◆ **WORK TO COMPLETE**: Each entry that follows should be given again word for word; please leave out its pictures.
▼▼▼
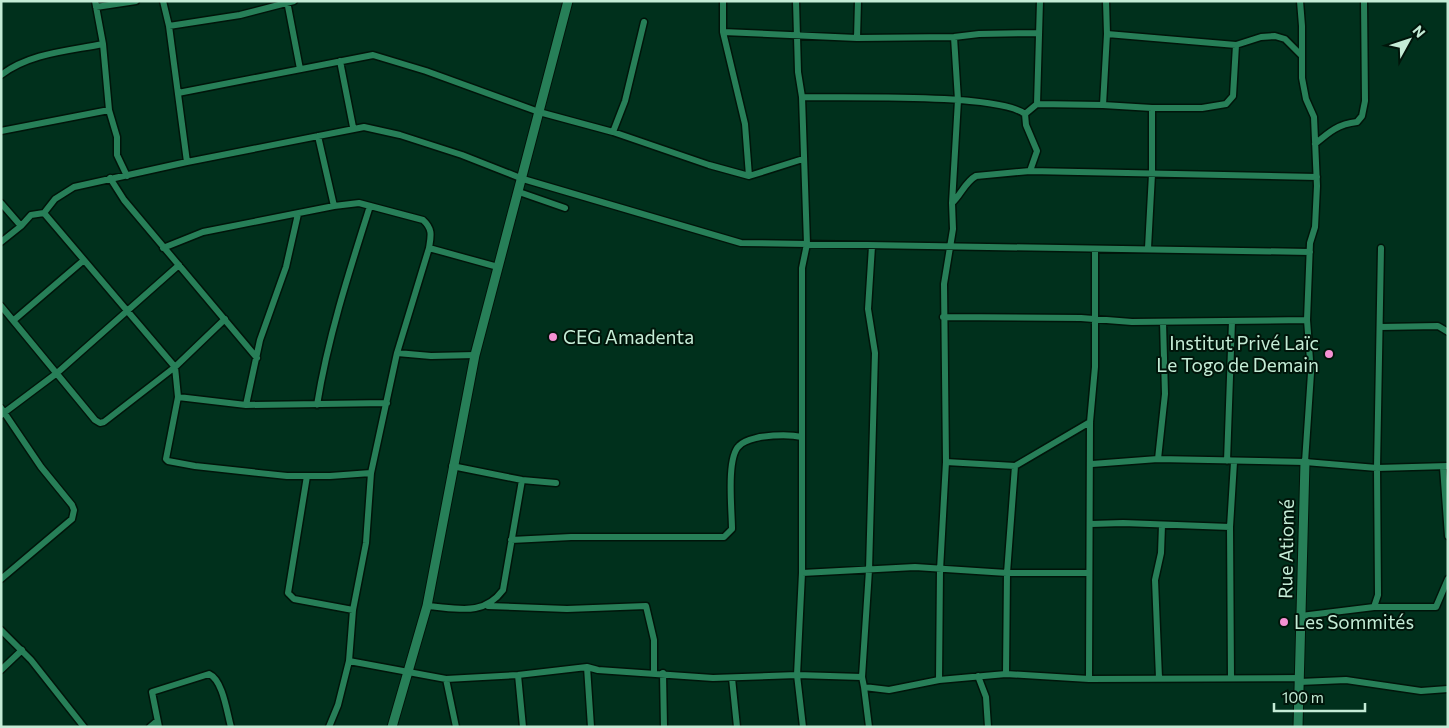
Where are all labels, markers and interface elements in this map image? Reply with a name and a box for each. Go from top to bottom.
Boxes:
north arrow [1384,15,1434,65]
text: N [1409,22,1429,41]
place label: CEG Amadenta [563,325,694,348]
marker: CEG Amadenta [547,331,559,343]
place label: Institut Privé Laïc Le Togo de Demain [1156,331,1319,376]
marker: Institut Privé Laïc Le Togo de Demain [1323,348,1335,360]
street label: Rue Atiomé [1273,499,1298,599]
place label: Les Sommités [1294,610,1414,633]
marker: Les Sommités [1278,616,1290,628]
scale bar [1274,680,1365,712]
text: 100 m [1282,688,1324,706]

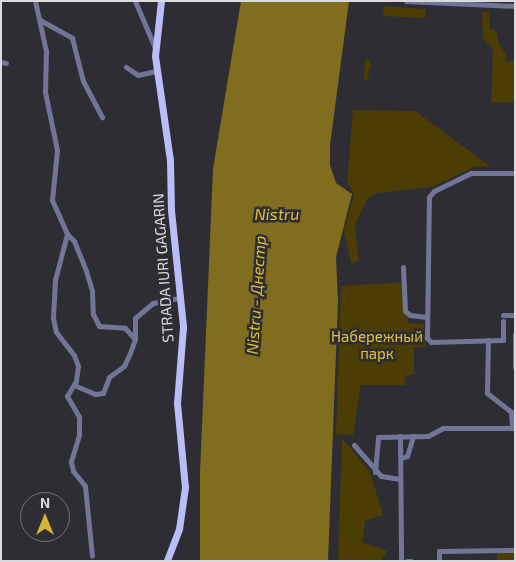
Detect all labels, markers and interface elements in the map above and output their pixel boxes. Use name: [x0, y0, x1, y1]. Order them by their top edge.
street label: STRADA IURI GAGARIN: [149, 193, 177, 343]
water label: Nistru: [255, 204, 299, 224]
water label: Nistru - Днестр: [242, 235, 270, 355]
park label: Набережный парк: [331, 327, 423, 362]
north arrow: [20, 492, 70, 542]
text: N: [40, 494, 50, 511]

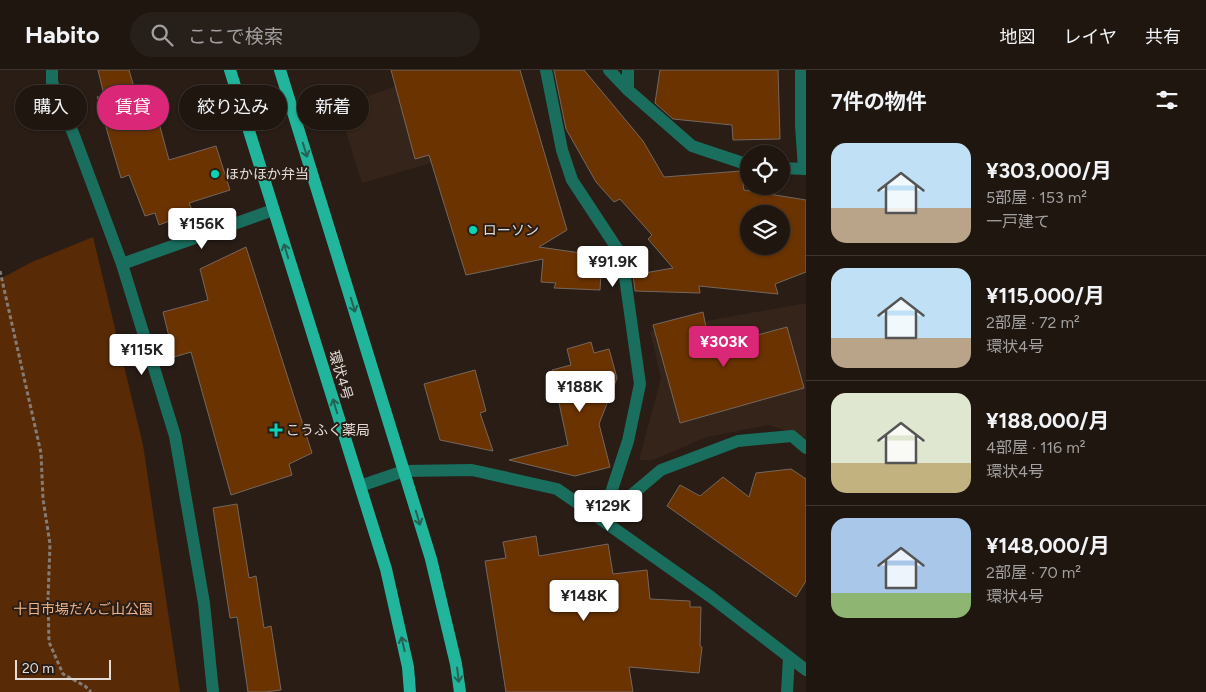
▲▲▲
◆ **TASK RESPONSE**:
Where are all labels, markers and interface elements in this map image? Reply with a name and a box for each. Go from top to bottom.
Boxes:
north arrow [1384,15,1434,65]
text: N [1409,22,1429,41]
place label: CEG Amadenta [563,325,694,348]
marker: CEG Amadenta [547,331,559,343]
place label: Institut Privé Laïc Le Togo de Demain [1156,331,1319,376]
marker: Institut Privé Laïc Le Togo de Demain [1323,348,1335,360]
street label: Rue Atiomé [1273,499,1298,599]
place label: Les Sommités [1294,610,1414,633]
marker: Les Sommités [1278,616,1290,628]
scale bar [1274,680,1365,712]
text: 100 m [1282,688,1324,706]

Detect all labels, markers and interface elements in the map above and output their pixel boxes. Use name: [x0, y0, x1, y1]. Order them by their top edge.
street label: STRADA IURI GAGARIN: [149, 193, 177, 343]
water label: Nistru: [255, 204, 299, 224]
water label: Nistru - Днестр: [242, 235, 270, 355]
park label: Набережный парк: [331, 327, 423, 362]
north arrow: [20, 492, 70, 542]
text: N: [40, 494, 50, 511]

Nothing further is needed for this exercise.